| Records supplied |
◆ ◆ ◆ ◆ ◆ ◆ ◆

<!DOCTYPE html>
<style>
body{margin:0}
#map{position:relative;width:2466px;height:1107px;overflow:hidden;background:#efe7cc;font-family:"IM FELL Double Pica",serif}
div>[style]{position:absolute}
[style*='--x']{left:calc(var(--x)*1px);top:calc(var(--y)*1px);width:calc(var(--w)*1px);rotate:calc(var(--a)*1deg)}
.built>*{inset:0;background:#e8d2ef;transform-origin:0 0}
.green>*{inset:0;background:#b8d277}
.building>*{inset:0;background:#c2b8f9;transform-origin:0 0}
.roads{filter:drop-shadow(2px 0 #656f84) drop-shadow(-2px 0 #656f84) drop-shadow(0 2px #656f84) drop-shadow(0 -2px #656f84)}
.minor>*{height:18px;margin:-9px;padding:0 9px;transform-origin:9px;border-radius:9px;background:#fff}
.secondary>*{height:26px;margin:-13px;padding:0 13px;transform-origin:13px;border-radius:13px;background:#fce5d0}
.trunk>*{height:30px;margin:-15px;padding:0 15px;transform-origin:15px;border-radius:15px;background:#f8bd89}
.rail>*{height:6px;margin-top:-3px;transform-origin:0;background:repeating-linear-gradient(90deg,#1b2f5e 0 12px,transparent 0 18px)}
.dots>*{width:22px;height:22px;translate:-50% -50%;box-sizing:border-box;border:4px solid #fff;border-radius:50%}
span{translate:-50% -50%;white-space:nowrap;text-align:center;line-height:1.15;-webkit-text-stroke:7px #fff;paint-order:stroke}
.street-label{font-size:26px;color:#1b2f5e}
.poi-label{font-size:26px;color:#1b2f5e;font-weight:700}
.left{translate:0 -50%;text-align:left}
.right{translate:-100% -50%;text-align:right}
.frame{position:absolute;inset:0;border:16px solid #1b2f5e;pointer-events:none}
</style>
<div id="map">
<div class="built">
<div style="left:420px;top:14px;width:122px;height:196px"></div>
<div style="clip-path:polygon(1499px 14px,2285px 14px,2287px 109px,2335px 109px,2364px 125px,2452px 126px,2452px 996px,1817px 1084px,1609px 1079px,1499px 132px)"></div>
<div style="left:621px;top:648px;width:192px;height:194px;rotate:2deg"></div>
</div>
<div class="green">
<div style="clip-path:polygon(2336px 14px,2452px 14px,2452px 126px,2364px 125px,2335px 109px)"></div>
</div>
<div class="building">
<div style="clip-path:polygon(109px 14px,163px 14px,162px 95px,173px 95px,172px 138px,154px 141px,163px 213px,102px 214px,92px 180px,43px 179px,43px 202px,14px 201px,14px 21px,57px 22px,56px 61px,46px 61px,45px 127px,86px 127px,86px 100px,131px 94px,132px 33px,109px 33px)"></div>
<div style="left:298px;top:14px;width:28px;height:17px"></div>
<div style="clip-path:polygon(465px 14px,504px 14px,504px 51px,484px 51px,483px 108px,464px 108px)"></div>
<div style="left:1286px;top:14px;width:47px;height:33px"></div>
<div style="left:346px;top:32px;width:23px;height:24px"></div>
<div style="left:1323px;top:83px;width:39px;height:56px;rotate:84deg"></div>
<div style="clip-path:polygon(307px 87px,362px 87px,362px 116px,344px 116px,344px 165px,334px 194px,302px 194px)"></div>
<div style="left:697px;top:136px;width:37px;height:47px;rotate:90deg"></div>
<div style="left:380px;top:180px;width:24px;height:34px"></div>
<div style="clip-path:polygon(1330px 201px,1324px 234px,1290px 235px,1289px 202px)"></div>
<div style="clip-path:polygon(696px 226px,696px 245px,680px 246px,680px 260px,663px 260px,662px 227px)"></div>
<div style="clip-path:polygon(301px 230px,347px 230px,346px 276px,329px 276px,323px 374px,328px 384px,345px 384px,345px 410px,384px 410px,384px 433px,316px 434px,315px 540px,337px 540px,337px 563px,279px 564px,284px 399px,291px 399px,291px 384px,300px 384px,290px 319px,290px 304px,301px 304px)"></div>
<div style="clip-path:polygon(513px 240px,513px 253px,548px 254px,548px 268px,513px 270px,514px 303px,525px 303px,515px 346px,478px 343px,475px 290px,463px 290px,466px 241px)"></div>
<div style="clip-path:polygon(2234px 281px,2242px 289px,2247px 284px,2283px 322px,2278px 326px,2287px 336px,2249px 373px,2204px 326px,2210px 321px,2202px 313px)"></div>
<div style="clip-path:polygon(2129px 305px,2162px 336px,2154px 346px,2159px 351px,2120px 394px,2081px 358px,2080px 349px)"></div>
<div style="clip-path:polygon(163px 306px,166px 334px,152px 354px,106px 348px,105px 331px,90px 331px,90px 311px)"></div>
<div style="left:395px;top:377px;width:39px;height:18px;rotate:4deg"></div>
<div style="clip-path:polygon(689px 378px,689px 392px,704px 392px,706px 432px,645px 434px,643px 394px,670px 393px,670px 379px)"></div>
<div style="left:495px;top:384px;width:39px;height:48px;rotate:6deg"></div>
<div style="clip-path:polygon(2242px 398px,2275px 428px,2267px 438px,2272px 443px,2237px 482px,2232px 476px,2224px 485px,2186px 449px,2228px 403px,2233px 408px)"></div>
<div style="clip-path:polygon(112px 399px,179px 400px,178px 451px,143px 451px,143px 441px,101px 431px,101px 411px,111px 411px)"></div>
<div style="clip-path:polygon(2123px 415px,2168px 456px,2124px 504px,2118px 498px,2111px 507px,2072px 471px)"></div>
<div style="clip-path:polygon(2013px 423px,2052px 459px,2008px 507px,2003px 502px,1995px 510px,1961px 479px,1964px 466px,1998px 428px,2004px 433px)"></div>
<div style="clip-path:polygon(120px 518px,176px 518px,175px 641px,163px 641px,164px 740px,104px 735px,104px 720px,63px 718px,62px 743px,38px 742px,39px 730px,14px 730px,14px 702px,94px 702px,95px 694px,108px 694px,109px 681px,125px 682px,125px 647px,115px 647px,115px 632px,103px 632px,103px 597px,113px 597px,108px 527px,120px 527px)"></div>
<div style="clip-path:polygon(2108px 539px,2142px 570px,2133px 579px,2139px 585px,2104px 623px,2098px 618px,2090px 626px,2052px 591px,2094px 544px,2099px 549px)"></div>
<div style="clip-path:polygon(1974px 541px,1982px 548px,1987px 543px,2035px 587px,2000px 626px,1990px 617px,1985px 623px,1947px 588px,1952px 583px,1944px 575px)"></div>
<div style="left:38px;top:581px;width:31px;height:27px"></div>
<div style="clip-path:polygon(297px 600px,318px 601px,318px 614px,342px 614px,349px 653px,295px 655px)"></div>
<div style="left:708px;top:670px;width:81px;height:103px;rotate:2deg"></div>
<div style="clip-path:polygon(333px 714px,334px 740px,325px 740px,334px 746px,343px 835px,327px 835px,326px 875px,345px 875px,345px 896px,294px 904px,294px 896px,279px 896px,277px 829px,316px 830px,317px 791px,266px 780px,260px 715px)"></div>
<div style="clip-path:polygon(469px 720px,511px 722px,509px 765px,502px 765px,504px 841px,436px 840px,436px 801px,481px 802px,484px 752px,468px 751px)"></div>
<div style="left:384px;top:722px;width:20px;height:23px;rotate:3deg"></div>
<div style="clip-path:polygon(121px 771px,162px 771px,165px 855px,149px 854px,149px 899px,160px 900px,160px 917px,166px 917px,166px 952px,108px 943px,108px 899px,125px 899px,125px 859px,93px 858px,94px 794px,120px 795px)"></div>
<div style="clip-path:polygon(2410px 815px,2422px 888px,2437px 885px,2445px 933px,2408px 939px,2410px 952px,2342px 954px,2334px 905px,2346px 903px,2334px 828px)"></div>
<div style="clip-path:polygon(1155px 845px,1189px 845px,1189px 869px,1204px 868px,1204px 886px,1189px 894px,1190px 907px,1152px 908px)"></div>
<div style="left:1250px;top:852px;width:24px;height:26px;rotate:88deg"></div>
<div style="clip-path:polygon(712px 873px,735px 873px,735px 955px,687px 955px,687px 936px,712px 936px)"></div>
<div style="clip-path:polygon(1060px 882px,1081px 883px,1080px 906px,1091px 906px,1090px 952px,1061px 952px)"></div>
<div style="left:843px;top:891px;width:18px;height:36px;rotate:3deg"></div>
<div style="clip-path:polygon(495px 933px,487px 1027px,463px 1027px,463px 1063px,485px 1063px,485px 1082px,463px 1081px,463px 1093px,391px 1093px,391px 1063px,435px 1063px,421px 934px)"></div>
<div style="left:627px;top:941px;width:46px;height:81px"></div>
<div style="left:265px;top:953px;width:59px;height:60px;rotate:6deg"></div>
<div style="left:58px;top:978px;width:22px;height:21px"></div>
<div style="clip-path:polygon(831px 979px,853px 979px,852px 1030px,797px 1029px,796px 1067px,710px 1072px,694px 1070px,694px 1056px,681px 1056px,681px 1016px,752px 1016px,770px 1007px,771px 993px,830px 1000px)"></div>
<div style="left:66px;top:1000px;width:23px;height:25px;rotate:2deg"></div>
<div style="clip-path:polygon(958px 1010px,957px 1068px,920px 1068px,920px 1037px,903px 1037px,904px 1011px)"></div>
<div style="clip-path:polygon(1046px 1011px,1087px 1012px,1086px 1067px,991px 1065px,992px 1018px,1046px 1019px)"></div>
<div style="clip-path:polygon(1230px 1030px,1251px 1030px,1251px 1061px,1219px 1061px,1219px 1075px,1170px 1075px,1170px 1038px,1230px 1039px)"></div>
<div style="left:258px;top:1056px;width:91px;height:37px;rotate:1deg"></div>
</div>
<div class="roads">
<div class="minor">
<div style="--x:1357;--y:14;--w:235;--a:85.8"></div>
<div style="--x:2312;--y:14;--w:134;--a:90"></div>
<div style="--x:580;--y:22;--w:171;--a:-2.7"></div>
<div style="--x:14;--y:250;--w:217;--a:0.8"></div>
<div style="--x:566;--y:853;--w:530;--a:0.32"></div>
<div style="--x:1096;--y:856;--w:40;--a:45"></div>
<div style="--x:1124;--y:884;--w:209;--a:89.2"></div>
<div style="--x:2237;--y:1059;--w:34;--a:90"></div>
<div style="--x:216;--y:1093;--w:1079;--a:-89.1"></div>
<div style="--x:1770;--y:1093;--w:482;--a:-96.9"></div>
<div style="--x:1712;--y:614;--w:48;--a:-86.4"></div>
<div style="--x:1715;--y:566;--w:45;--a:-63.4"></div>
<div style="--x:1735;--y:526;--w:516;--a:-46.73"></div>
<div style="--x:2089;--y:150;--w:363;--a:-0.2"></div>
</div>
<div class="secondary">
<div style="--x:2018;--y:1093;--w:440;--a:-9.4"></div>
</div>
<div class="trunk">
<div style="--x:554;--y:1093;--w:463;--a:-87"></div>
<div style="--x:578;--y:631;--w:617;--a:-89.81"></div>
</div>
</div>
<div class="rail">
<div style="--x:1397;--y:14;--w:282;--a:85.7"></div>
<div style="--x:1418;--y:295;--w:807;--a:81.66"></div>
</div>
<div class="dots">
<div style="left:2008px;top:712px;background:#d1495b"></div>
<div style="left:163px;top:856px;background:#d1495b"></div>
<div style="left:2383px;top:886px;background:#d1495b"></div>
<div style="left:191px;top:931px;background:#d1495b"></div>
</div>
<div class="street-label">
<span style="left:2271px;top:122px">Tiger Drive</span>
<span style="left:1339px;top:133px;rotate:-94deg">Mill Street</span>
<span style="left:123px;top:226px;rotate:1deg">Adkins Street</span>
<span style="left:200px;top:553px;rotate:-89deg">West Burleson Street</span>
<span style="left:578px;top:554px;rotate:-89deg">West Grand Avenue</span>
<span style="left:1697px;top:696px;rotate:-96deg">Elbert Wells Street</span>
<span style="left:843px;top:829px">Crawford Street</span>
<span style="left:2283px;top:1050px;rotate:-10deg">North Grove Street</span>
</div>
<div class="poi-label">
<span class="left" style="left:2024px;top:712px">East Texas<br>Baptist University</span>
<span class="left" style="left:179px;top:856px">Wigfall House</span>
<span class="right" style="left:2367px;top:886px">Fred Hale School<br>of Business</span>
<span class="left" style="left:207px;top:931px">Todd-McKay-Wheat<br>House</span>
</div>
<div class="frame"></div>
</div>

◆ ◆ ◆ ◆ ◆ ◆ ◆

| Activity |
Begin at the first line of the material and transcribe each line exactly. End with the line containing "0 #656f84) drop-shadow(-2px", and give nothing else.

| Worked solution |
<!DOCTYPE html>
<style>
body{margin:0}
#map{position:relative;width:2466px;height:1107px;overflow:hidden;background:#efe7cc;font-family:"IM FELL Double Pica",serif}
div>[style]{position:absolute}
[style*='--x']{left:calc(var(--x)*1px);top:calc(var(--y)*1px);width:calc(var(--w)*1px);rotate:calc(var(--a)*1deg)}
.built>*{inset:0;background:#e8d2ef;transform-origin:0 0}
.green>*{inset:0;background:#b8d277}
.building>*{inset:0;background:#c2b8f9;transform-origin:0 0}
.roads{filter:drop-shadow(2px 0 #656f84) drop-shadow(-2px 0 #656f84) drop-shadow(0 2px #656f84) drop-shadow(0 -2px #656f84)}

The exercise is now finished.